L’errore è quello di credere che il successo, quello vero, che dura nel tempo, derivi dal potere e non dall’immagine che si realizza nella fiducia, il rispetto e l’affetto dei cittadini.
La politica si realizza prima di tutto come fatto immateriale, restando noi del tutto estranei al suo tradursi in fatto operativo.
La gestione appartiene ad altri momenti della vita pubblica: ai tecnico-amministrativi, mai a quello politico, se non come fatto di obbiettivi, direttiva o coordinamento.
Un Partito come il nostro non può diventare espressione di interessi particolari di categoria, di fascia sociale e, men che mai di gruppi, ma forza vitale di popolo che nella sua unità realizza gli interessi generali della Sardegna.
C’è chi attraverso la politica è diventato ricco.

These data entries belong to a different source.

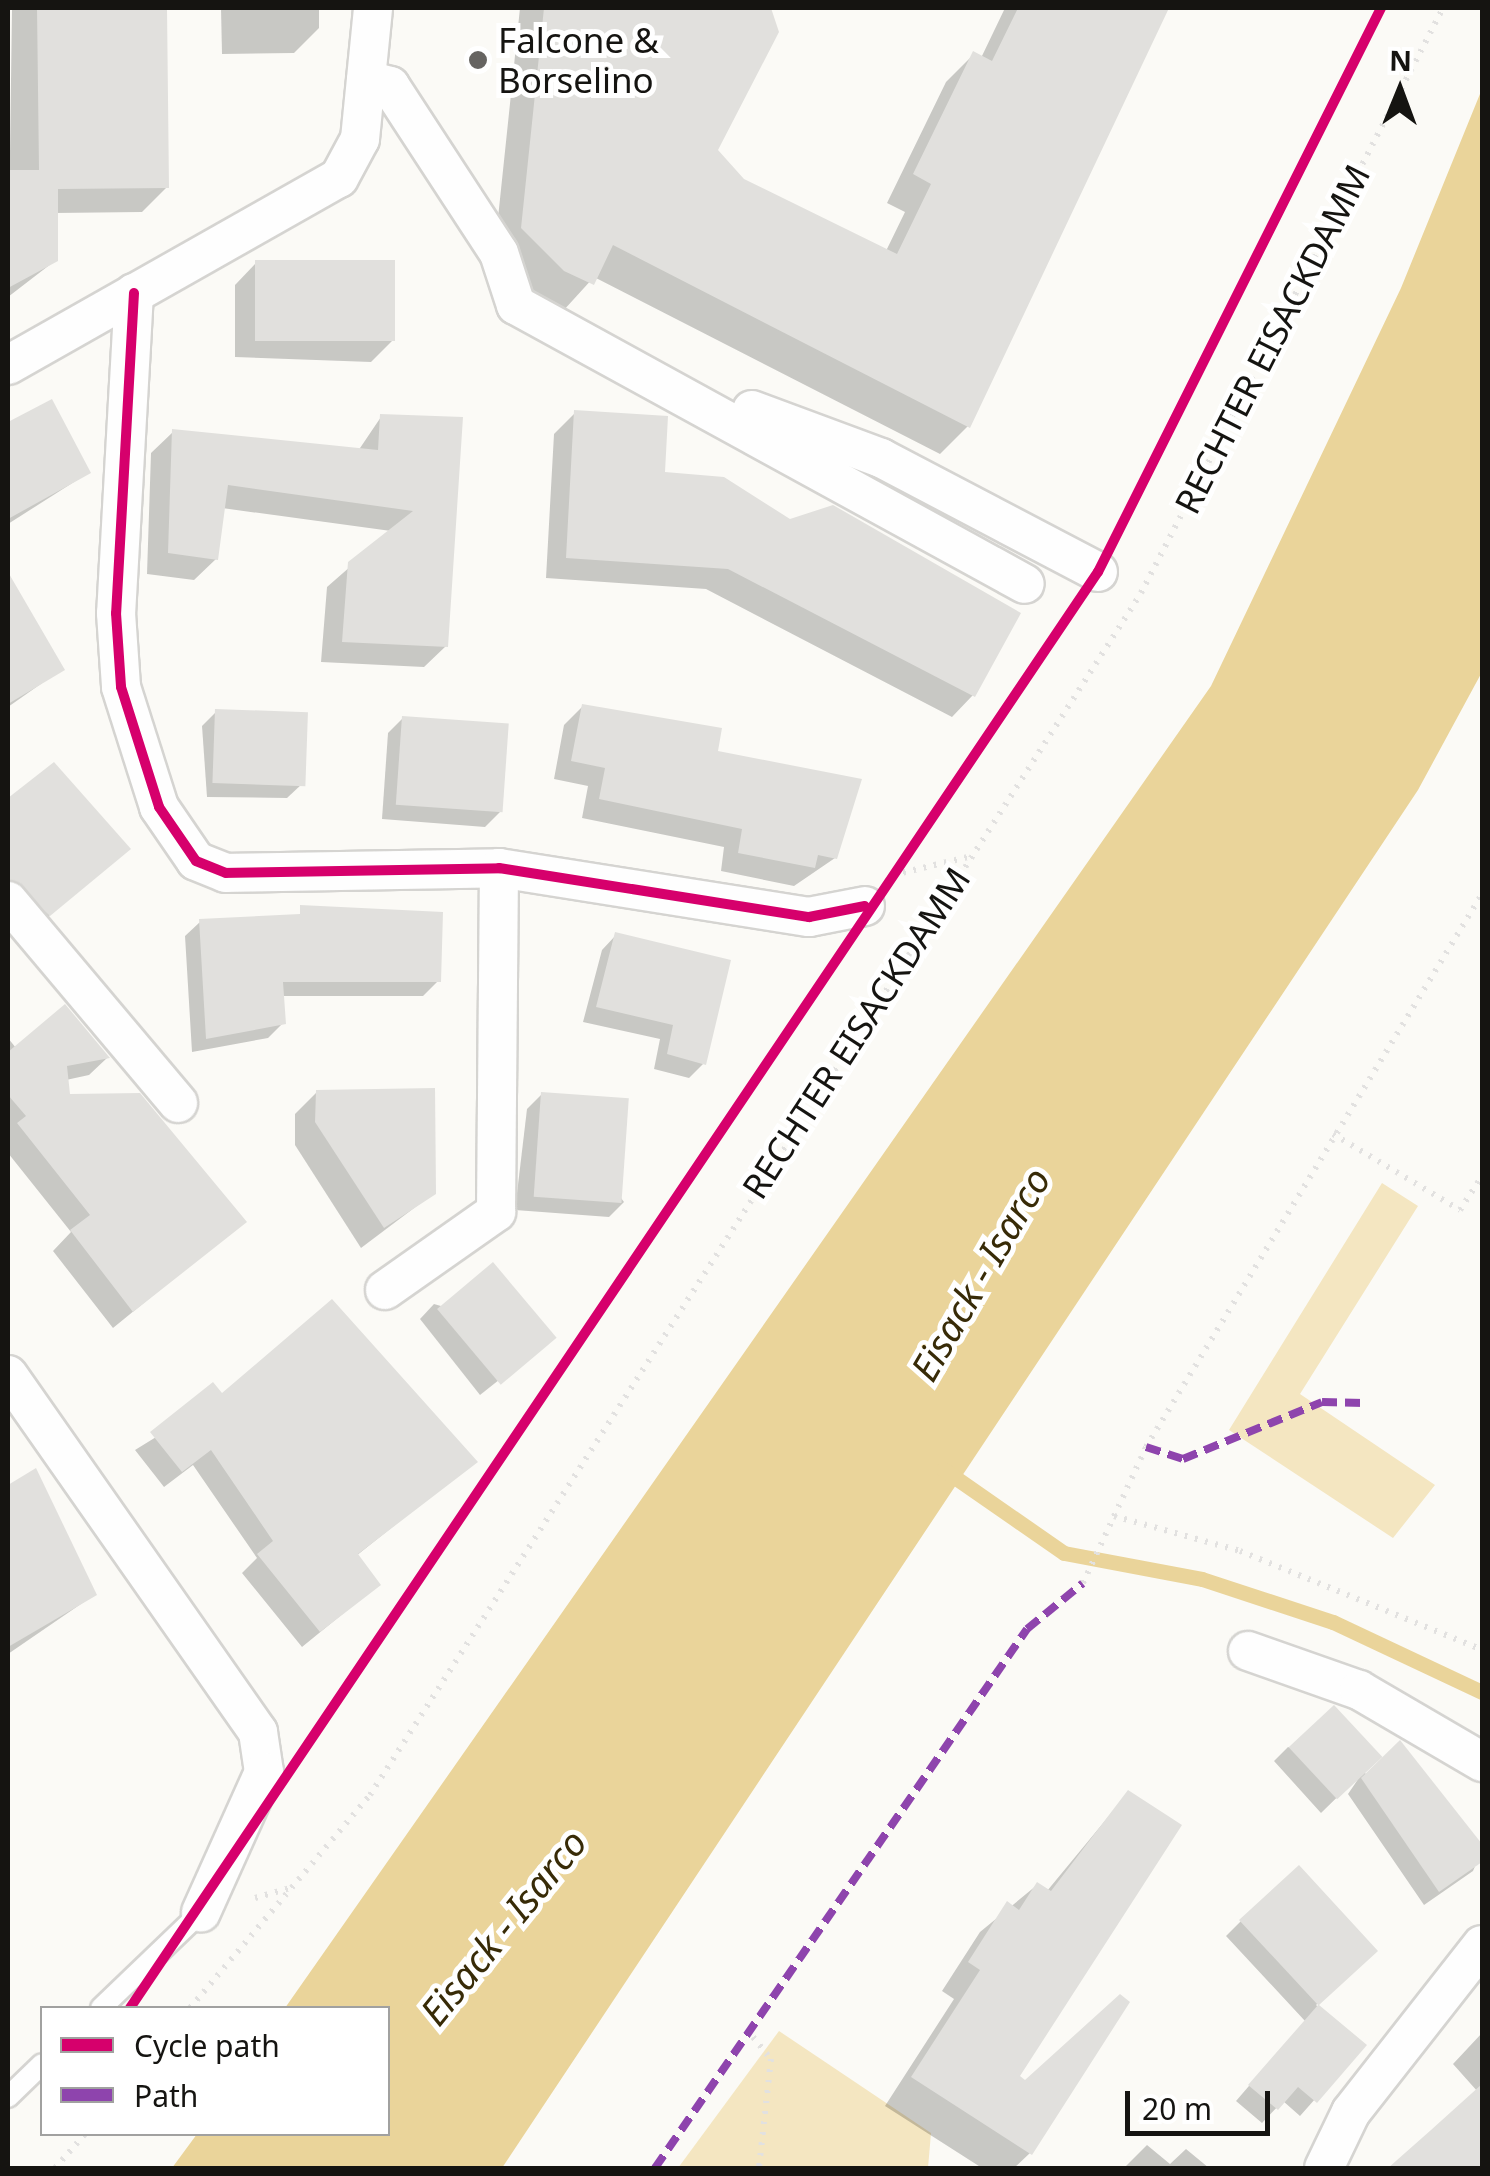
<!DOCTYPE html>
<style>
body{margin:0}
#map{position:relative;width:1490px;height:2176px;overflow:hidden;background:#fbfaf6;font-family:"Noto Sans",sans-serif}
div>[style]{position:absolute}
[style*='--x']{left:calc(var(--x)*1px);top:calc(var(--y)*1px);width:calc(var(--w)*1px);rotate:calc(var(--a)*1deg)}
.green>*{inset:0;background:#f4e6c1}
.water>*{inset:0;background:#ead49a}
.shadow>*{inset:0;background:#0003}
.stream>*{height:15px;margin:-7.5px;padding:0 7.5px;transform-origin:7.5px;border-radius:7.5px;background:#ead49a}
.building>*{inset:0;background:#e1e0dd;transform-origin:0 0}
.path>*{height:6px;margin-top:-3px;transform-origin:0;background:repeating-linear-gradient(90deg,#e2e1e0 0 2.5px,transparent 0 10.5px)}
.roads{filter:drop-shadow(2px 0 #d5d4d1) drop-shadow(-2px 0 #d5d4d1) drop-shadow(0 2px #d5d4d1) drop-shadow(0 -2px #d5d4d1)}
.lane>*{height:20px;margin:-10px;padding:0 10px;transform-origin:10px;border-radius:10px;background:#fefefe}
.street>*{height:38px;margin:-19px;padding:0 19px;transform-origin:19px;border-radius:19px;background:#fefefe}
.quiet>*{height:8px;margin-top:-4px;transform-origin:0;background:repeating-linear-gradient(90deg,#8e44ad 0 15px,transparent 0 23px)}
.cycleway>*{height:10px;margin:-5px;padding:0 5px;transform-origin:5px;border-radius:5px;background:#d6006c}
.dots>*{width:28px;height:28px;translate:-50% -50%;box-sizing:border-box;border:5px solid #fff;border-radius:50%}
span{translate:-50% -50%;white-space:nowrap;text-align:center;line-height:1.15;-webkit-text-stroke:10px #fff;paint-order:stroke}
.poi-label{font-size:35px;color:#151411}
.left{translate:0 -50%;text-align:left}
.street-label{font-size:35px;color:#151411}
.water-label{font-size:38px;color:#382b07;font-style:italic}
.frame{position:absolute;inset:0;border:10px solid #151411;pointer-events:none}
.legend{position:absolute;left:40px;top:2006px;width:350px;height:130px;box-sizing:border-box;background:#fff;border:2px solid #a1a1a0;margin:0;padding:12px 18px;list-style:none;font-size:30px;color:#151411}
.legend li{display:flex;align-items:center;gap:20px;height:50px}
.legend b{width:50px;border:2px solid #a1a1a0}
.north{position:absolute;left:1350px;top:40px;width:100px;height:100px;-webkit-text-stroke:8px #fff;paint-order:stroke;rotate:1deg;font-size:28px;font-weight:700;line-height:40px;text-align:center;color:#151411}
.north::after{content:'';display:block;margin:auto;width:35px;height:45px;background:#151411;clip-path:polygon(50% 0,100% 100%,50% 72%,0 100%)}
.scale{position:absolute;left:1125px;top:2091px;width:145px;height:45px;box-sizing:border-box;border:5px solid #151411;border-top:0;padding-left:12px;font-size:30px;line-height:35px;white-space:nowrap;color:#151411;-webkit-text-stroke:8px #fff;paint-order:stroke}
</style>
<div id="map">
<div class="green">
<div style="clip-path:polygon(1382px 1183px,1418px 1206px,1300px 1394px,1435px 1485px,1393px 1538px,1229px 1430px)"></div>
<div style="clip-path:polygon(779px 2031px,931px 2133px,928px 2168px,678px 2168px)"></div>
</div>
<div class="water">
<div style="clip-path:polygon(1482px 89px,1482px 672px,1418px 790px,502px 2168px,172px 2168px,197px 2134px,388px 2134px,388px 2008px,285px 2008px,1211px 686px,1401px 288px)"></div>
</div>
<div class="shadow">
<div style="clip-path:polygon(12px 8px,165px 8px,167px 187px,142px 212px,55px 213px,56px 260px,8px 297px)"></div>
<div style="clip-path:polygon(221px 8px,319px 8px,319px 28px,294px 53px,222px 54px)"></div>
<div style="clip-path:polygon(520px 8px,768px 8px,776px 32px,715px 150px,742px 181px,886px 251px,905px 212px,887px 203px,946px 82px,974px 54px,981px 58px,1005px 8px,1167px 8px,968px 426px,940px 454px,594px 277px,563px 311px,536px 299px,494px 256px)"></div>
<div style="clip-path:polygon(256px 263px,393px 340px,371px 362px,235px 357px,235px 285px)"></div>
<div style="clip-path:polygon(51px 402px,88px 473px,8px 524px,8px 428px)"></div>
<div style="clip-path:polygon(575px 413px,663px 474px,973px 695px,952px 717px,706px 589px,546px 578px,554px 434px)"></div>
<div style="clip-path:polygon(381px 417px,460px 420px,446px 646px,424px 667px,321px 662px,327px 587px,391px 531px,222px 508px,216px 559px,194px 580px,147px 574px,151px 453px,173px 432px,358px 451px)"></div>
<div style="clip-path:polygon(16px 592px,62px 669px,8px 707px,8px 597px)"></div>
<div style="clip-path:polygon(583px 706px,715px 753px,835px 858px,794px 886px,721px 871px,724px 847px,582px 818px,588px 786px,554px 779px,564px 725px)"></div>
<div style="clip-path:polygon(216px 712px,302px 784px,287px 798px,207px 797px,202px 726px)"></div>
<div style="clip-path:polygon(403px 718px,500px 812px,485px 827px,382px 819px,388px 733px)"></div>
<div style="clip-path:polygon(54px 765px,128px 849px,30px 932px,8px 908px,8px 803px)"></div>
<div style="clip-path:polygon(200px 922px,438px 981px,423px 996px,281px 996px,283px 1023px,268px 1038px,192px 1052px,185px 936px)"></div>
<div style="clip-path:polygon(616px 935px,704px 1063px,689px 1078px,654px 1069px,660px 1039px,583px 1022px,602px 950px)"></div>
<div style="clip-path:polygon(8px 1038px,16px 1048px,107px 1058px,89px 1075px,66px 1080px,68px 1097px,243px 1222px,113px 1328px,53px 1251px,71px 1232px,8px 1153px)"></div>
<div style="clip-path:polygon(317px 1092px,434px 1193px,361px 1248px,295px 1145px,295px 1114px)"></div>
<div style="clip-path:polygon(542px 1094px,624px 1202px,609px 1217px,515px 1210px,527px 1109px)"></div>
<div style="clip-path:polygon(434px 1304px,552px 1338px,480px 1395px,420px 1319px)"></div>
<div style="clip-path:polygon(221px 1397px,474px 1462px,356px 1556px,378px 1585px,302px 1647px,242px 1573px,257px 1558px,193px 1465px,164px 1487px,135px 1450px)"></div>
<div style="clip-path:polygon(35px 1472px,94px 1595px,8px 1654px,8px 1488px)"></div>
<div style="clip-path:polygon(1399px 1744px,1482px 1850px,1473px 1871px,1424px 1905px,1348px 1794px,1363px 1772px,1321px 1813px,1274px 1761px,1288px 1747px,1364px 1772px,1367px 1775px)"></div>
<div style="clip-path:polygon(1128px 1793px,1016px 2076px,1030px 2153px,1014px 2168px,982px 2168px,885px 2106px,954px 1999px,942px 1991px,980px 1932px,1037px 1885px,1047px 1891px)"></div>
<div style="clip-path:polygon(1241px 1921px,1360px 1965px,1316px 2005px,1363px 2045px,1300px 2116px,1283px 2101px,1262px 2123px,1236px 2101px,1305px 2021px,1226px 1936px)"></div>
<div style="clip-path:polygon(1482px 2033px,1482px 2168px,1392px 2168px,1478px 2092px,1453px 2064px)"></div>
<div style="clip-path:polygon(1147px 2145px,1170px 2164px,1186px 2149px,1209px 2168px,1124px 2168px)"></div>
</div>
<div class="stream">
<div style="--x:943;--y:1469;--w:147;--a:34.8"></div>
<div style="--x:1064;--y:1553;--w:140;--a:10.7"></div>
<div style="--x:1202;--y:1579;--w:138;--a:18.2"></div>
<div style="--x:1333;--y:1622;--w:165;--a:25.2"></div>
</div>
<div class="building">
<div style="clip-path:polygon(37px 8px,167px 8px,169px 188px,58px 189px,58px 261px,8px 288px,8px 170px,39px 170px)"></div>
<div style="clip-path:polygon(544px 8px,771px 8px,779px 32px,718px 150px,744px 179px,897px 254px,931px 184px,913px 174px,973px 51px,992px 61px,1018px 8px,1169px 8px,970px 428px,613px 245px,594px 285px,564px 271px,521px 228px)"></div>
<div style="left:395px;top:260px;width:81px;height:140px;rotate:90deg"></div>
<div style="clip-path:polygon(52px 399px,91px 473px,8px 519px,8px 422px)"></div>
<div style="clip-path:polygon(574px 410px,668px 416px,665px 472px,724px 477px,790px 519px,833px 505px,1021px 613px,975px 697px,728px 569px,566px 558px)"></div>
<div style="clip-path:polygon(380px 414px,463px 417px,448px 647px,342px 642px,348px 562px,413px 511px,228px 485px,218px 560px,168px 553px,172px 429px,378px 450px)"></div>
<div style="clip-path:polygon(8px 572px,65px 670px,8px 704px)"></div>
<div style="clip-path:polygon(582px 704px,722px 728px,718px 751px,862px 779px,837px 859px,818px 855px,815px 868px,738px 853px,742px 829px,599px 799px,605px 768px,571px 761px)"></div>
<div style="left:215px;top:709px;width:93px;height:74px;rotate:2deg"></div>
<div style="left:402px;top:716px;width:107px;height:89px;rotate:4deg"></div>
<div style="clip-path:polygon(54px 762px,131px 849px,50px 916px,8px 879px,8px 798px)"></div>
<div style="clip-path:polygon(300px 905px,443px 912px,441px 982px,283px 982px,286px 1024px,206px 1039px,199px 919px,300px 914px)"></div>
<div style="clip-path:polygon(615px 932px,731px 960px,706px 1065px,667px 1054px,673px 1025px,596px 1007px)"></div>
<div style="clip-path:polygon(65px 1004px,110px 1058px,67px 1066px,70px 1094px,140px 1093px,247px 1222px,133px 1312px,70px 1230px,90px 1215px,17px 1123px,26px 1116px,8px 1095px,8px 1052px)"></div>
<div style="clip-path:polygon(435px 1088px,436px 1194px,384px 1228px,315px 1122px,316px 1090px)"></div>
<div style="left:541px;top:1092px;width:88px;height:105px;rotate:4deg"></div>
<div style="left:493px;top:1262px;width:99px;height:73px;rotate:50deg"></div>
<div style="clip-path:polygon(332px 1299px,478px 1462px,358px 1554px,381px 1585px,320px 1632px,257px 1554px,273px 1541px,211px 1450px,182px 1472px,150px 1432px,213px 1382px,222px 1393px)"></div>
<div style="clip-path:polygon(36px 1468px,97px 1595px,8px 1647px,8px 1485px)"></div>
<div style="left:1334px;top:1705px;width:71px;height:62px;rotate:47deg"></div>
<div style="clip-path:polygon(1400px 1740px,1482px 1844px,1482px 1862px,1439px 1892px,1361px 1778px)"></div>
<div style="clip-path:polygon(1128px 1790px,1182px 1825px,1020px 2076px,1025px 2080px,1120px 1994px,1130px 2002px,1032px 2155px,911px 2077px,980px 1970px,968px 1962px,1007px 1901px,1019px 1910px,1037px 1882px,1051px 1891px)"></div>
<div style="clip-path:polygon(1299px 1865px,1378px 1951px,1319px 2005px,1367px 2045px,1317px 2103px,1298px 2087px,1278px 2110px,1248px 2085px,1318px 2005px,1239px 1920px)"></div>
<div style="clip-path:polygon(1482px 2084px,1482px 2168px,1388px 2168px,1431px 2130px)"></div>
</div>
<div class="path">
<div style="--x:893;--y:875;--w:77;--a:-13.5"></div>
<div style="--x:1333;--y:1134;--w:148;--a:30.9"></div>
<div style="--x:1460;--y:1210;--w:40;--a:-57.1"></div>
<div style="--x:1114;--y:1516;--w:131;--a:15.5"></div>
<div style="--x:1240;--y:1551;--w:261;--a:22.2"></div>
<div style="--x:1083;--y:1583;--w:150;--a:-65.1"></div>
<div style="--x:1146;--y:1447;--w:647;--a:-58.72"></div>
<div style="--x:255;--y:1898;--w:37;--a:-16"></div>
<div style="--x:190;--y:2008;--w:279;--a:-49.8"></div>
<div style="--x:370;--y:1795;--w:1428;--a:-57.32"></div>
<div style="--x:1141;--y:593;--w:658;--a:-62.7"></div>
<div style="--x:753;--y:2037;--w:28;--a:51"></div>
<div style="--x:771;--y:2059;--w:110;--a:96.3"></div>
<div style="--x:55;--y:2168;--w:45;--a:-48.6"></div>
</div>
<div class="roads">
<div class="lane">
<div style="--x:101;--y:2008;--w:139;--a:-43.8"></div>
<div style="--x:8;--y:2097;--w:47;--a:-44.1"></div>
</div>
<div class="street">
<div style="--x:366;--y:80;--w:25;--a:14"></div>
<div style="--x:390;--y:86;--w:199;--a:56.9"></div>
<div style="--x:499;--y:253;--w:55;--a:71.9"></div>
<div style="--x:516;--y:305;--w:580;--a:28.73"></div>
<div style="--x:134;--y:293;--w:321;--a:93.2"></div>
<div style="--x:116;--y:613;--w:74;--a:86.1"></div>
<div style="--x:121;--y:687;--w:126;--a:72.4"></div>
<div style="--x:159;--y:807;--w:65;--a:55.6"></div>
<div style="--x:196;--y:861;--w:32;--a:22"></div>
<div style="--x:226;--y:873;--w:273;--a:-1"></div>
<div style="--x:499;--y:868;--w:314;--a:9"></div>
<div style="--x:809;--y:917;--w:57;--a:-11.1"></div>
<div style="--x:8;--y:365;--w:380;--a:-29.5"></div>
<div style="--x:339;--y:178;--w:44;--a:-61.7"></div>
<div style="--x:360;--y:139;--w:132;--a:-84.3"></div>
<div style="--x:752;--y:410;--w:138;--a:20.4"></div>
<div style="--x:881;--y:458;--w:245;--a:27.7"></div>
<div style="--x:8;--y:901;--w:264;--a:49.9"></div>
<div style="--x:385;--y:1290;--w:136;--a:-35.1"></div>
<div style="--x:496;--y:1212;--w:344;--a:-89.5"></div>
<div style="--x:8;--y:1375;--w:436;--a:55"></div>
<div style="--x:258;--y:1732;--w:40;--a:81.5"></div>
<div style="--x:264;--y:1772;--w:154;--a:114.2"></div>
<div style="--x:1248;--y:1651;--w:118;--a:19.4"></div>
<div style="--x:1359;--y:1690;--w:143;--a:30.3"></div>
<div style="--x:1324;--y:2168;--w:62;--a:-64.3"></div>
<div style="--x:1351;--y:2112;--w:212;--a:-51.9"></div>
</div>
</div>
<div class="quiet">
<div style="--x:1146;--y:1447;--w:39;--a:18"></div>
<div style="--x:1183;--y:1459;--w:150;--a:-22.3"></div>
<div style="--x:1322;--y:1402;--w:42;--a:1.4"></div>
<div style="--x:655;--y:2168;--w:655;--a:-55.39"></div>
<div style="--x:1027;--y:1629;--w:72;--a:-39.4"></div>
</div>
<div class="cycleway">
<div style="--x:134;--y:293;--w:321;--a:93.2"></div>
<div style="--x:116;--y:613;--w:74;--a:86.1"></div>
<div style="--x:121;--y:687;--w:126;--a:72.4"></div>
<div style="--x:159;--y:807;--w:65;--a:55.6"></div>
<div style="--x:196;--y:861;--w:32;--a:22"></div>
<div style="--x:226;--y:873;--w:273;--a:-1"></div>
<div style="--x:499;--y:868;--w:314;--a:9"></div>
<div style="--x:809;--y:917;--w:57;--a:-11.1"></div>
<div style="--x:130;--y:2008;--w:1732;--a:-56.02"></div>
<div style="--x:1098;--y:572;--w:631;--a:-63.35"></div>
</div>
<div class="dots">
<div style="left:478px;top:60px;background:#666461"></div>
</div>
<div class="poi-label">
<span class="left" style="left:498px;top:60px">Falcone &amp;<br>Borselino</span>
</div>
<div class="street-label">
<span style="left:1272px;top:339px;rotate:-63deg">RECHTER EISACKDAMM</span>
<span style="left:856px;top:1033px;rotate:-57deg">RECHTER EISACKDAMM</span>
</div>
<div class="water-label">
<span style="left:980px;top:1274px;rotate:-60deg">Eisack - Isarco</span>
<span style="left:503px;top:1927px;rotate:-51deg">Eisack - Isarco</span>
</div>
<div class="frame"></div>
<ul class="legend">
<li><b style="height:12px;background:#d6006c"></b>Cycle path</li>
<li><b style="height:12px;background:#8e44ad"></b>Path</li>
</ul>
<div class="north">N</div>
<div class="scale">20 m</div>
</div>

Di quelli diffido.
Apprezzo gli operatori economici che facendo bene il loro mestiere sanno creare ricchezza, lavoro e progresso; apprezzo il politico che con azione illuminata e organica sa promuoverli creando condizioni oggettive atte a favorire lo sviluppo; non apprezzo la confusione di ruoli. Stimo soprattutto chi, in umiltà di spirito e orgogliosa dignità, realizza se stesso nel quotidiano lavoro: dal più modesto al più complesso e difficile.
Perché ti scrivo questa lettera? Forse perché non potendo parlare con te ho parlato a me stesso.
Per constatare, con molta tristezza, come tu abbia buttato a mare due amici che ti volevano bene: Antonino Cambule e me.
A ben pensarci la ragione me l’hai detta tu, illuminante e deludente: “Noi non possiamo stare contemporaneamente nella stessa Assemblea politica”. Evidentemente hai abbandonato l’idea che il Partito possa tornare all’opposizione e vedi già disponibili gli uffici di Presidente della Giunta e del Consiglio alla Regione. Ma ritieni che noi due siamo l’un l’altro alternativi.
Avverto sempre, nonostante la lunga esperienza maturata e il costante studio dei problemi che debbo affrontare, le mie vaste insufficienze e credo che vi siano tante persone in grado di assolvere meglio di me agli incarichi cui sono stato immeritatamente chiamato.
Debbo però confessare che, pur riconoscendoti molte e importanti capacità che a me mancano, non ho mai pensato che io e tu siamo l’un l’altro alternativi.
Nel concludere: l’augurio che faccio a te, a tua moglie e ai tuoi figli è che esca dalle accuse limpido e pulito come ti ho conosciuto negli anni ormai lontani della nostra amicizia; che sappia trovare nei rapporti umani più che convergenza di interessi, quel patrimonio di sentimenti che si realizza nelle certezze morali e in fervida solidarietà; quella che nel momento della lotta ti è sostanzialmente mancata dai personaggi di cui ti sei circondato. Ancora molti auguri.